▶ What the task requires
Copy out each line containing "lane" from the entries below.
------
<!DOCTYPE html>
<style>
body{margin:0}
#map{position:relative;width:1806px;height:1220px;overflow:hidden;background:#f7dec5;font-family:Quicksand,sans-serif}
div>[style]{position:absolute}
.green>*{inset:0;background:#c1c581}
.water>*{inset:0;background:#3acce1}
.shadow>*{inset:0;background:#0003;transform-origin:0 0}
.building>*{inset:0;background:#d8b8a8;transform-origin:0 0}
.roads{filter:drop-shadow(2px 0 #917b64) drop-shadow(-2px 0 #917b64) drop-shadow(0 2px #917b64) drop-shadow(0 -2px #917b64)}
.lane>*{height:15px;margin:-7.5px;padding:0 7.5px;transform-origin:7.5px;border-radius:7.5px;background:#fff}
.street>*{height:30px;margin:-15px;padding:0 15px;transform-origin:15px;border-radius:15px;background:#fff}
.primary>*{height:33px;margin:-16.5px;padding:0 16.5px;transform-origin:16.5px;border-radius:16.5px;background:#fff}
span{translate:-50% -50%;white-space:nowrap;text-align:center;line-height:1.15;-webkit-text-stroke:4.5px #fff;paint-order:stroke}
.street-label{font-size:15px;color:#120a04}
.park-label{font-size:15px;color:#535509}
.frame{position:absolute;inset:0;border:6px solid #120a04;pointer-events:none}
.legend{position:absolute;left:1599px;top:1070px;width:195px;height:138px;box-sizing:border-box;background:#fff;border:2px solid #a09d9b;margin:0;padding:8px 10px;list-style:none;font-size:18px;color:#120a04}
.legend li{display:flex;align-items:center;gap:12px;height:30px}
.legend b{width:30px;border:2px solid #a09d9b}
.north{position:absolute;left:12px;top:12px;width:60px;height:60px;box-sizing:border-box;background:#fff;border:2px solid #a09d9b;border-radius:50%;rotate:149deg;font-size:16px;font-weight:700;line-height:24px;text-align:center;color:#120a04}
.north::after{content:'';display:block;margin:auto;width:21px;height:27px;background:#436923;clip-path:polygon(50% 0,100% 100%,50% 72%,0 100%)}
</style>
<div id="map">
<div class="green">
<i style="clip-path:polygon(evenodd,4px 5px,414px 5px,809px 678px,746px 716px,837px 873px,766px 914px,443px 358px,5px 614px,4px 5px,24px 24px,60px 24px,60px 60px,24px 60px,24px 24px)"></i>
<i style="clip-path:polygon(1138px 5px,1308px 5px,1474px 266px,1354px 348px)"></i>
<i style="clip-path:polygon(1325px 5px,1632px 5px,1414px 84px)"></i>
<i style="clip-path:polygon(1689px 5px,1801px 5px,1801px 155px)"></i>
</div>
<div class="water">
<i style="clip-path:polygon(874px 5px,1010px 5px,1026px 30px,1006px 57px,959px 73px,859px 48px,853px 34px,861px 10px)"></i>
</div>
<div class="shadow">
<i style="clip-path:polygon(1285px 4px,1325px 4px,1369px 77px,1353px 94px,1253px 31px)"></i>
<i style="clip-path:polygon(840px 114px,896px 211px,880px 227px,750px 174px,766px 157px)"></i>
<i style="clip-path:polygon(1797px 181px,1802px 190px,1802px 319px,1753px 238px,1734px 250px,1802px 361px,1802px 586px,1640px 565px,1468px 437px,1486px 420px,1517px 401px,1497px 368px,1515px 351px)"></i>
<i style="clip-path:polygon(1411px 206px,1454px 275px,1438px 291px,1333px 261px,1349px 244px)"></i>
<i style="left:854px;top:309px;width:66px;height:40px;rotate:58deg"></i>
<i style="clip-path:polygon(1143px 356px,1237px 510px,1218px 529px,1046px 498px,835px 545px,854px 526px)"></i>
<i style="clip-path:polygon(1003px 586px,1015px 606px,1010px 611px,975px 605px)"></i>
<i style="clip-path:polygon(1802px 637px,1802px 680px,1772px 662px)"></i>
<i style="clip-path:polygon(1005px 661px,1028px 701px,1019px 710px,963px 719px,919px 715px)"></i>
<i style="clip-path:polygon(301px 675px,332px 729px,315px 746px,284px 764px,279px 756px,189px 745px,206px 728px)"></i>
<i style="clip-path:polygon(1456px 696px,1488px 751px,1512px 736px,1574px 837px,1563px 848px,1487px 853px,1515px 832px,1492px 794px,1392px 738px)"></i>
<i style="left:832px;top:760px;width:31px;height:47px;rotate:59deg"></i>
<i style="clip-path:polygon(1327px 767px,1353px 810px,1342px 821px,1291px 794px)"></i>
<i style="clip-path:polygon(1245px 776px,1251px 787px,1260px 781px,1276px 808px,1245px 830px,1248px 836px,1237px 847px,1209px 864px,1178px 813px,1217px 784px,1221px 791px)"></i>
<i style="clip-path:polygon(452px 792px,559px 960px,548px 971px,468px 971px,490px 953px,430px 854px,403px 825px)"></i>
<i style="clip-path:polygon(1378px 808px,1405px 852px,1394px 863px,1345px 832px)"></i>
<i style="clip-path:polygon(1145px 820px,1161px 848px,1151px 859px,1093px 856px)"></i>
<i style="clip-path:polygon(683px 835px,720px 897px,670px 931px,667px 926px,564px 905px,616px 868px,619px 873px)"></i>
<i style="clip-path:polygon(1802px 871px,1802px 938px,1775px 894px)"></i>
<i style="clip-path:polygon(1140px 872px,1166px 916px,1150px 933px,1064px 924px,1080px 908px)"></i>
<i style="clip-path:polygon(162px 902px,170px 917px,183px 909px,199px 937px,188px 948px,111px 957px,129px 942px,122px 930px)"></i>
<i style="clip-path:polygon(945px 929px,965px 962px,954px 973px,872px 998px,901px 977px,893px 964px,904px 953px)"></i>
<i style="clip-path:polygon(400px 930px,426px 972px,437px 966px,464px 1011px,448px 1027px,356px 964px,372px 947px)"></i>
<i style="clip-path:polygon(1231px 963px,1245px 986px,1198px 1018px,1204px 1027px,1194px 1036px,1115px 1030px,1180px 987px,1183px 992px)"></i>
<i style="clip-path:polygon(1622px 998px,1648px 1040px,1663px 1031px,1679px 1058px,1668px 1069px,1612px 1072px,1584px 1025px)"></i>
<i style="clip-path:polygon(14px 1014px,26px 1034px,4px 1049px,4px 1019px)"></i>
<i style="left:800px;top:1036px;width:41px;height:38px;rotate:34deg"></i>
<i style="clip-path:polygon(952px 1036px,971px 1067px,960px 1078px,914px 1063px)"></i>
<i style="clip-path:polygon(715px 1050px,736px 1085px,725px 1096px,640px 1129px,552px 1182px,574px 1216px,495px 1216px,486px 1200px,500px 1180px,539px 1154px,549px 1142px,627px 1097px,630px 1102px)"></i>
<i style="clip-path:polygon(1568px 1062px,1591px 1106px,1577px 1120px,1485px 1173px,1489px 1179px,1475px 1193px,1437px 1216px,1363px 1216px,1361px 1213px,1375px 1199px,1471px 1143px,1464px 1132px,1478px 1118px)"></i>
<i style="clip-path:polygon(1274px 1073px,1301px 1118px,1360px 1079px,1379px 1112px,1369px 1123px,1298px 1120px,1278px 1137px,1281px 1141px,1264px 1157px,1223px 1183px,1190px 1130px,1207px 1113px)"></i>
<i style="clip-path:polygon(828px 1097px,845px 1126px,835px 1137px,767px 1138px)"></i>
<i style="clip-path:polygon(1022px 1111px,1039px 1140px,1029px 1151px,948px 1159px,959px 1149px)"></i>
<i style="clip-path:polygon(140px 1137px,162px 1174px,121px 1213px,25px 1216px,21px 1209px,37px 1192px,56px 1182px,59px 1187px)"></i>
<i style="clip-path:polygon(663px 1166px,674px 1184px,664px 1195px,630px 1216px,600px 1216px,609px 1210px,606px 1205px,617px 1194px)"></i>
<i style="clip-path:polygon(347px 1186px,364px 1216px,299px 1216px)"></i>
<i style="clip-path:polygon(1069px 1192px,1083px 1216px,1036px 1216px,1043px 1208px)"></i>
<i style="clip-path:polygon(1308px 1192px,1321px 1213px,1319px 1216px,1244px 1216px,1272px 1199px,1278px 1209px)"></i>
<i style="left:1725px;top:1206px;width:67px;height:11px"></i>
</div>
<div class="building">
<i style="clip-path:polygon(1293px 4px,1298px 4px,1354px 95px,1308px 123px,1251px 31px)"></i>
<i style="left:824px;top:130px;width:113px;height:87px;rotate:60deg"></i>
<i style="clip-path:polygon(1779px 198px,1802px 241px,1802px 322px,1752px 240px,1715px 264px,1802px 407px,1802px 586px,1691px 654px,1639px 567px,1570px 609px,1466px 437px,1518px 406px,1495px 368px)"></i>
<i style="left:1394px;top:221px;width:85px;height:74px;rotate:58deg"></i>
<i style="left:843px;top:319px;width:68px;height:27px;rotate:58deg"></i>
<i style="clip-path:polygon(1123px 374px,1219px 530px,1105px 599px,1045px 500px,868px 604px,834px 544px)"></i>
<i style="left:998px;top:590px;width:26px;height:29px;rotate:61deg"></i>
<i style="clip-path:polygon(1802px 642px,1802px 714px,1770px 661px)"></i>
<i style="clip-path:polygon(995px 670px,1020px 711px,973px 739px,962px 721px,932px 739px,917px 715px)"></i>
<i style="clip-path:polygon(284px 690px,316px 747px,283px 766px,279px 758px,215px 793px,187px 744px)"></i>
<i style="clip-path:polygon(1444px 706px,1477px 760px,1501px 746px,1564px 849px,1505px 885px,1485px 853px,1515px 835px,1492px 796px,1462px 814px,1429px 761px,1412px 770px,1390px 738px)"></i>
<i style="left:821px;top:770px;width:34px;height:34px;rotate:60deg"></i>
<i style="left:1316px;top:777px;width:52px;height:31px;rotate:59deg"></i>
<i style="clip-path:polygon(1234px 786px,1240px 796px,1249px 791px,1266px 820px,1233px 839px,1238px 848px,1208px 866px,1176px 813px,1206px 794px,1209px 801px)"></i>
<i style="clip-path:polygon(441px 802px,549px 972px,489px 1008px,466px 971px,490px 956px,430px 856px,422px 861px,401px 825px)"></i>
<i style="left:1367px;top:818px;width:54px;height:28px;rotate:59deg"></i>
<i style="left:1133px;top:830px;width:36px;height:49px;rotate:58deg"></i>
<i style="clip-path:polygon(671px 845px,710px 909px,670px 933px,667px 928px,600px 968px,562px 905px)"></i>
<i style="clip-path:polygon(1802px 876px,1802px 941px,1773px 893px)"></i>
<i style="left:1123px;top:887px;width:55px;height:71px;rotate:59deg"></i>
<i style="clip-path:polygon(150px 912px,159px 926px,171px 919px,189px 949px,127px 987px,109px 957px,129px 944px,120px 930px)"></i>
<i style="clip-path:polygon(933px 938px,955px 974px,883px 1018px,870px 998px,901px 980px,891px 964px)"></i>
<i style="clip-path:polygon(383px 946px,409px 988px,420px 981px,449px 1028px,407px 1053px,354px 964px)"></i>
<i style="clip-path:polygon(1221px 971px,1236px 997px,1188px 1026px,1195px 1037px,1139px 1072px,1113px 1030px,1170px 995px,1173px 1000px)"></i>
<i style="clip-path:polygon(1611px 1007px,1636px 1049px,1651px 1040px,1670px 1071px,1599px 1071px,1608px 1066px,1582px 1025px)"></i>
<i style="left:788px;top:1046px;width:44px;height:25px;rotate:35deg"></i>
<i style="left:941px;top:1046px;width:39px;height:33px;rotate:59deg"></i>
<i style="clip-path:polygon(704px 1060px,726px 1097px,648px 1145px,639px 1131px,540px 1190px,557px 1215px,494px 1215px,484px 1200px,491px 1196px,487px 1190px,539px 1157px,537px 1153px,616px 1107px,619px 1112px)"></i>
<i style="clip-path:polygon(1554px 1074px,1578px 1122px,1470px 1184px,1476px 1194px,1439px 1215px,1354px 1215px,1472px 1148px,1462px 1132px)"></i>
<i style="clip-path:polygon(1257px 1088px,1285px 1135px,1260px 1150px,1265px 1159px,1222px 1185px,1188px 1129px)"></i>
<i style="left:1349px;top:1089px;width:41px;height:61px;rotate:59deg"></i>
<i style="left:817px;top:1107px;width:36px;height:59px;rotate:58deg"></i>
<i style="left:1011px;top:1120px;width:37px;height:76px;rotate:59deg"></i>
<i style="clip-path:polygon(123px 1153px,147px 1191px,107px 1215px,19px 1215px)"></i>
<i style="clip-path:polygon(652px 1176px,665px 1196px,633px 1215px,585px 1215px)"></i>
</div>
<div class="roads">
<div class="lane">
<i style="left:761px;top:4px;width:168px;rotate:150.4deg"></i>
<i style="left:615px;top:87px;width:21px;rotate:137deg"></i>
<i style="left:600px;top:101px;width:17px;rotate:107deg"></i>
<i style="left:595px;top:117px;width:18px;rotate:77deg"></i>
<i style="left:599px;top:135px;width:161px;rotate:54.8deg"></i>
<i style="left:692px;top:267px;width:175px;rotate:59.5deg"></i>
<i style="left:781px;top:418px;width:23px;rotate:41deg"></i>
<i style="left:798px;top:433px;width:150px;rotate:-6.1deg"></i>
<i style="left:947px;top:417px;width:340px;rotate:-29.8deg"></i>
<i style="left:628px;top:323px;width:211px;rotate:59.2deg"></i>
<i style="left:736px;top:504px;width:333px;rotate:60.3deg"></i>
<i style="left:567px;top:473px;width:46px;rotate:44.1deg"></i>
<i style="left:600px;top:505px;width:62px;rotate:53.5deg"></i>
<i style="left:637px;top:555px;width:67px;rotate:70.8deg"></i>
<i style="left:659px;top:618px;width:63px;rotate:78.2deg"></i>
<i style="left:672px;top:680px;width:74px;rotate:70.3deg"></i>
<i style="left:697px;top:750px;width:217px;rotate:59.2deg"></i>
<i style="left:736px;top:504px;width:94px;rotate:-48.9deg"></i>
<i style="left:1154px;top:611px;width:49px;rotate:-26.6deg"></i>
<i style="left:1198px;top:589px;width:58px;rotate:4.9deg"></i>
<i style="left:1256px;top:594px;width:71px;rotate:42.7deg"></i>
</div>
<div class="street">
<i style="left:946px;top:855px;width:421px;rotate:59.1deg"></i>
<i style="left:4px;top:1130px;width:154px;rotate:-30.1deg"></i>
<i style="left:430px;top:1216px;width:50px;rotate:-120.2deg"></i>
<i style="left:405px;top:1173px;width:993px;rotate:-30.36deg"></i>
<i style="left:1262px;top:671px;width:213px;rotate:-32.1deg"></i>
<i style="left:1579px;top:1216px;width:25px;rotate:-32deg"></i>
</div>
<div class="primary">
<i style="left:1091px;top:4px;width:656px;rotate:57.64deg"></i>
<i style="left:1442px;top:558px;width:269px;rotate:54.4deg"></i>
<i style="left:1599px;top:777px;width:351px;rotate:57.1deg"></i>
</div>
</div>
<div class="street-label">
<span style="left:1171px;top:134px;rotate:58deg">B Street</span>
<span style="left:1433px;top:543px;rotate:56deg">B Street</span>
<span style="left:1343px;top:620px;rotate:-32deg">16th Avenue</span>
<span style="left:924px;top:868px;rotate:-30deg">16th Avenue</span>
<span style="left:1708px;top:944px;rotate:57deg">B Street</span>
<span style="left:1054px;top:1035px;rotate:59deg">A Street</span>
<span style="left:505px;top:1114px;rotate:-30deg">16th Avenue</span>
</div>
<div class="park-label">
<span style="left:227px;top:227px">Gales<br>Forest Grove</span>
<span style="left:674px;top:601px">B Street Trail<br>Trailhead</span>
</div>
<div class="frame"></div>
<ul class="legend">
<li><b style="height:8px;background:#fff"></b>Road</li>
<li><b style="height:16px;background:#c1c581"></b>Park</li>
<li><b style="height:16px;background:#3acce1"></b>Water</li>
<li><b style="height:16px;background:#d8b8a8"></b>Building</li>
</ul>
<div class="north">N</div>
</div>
------
▶ Worked solution
.lane>*{height:15px;margin:-7.5px;padding:0 7.5px;transform-origin:7.5px;border-radius:7.5px;background:#fff}
<div class="lane">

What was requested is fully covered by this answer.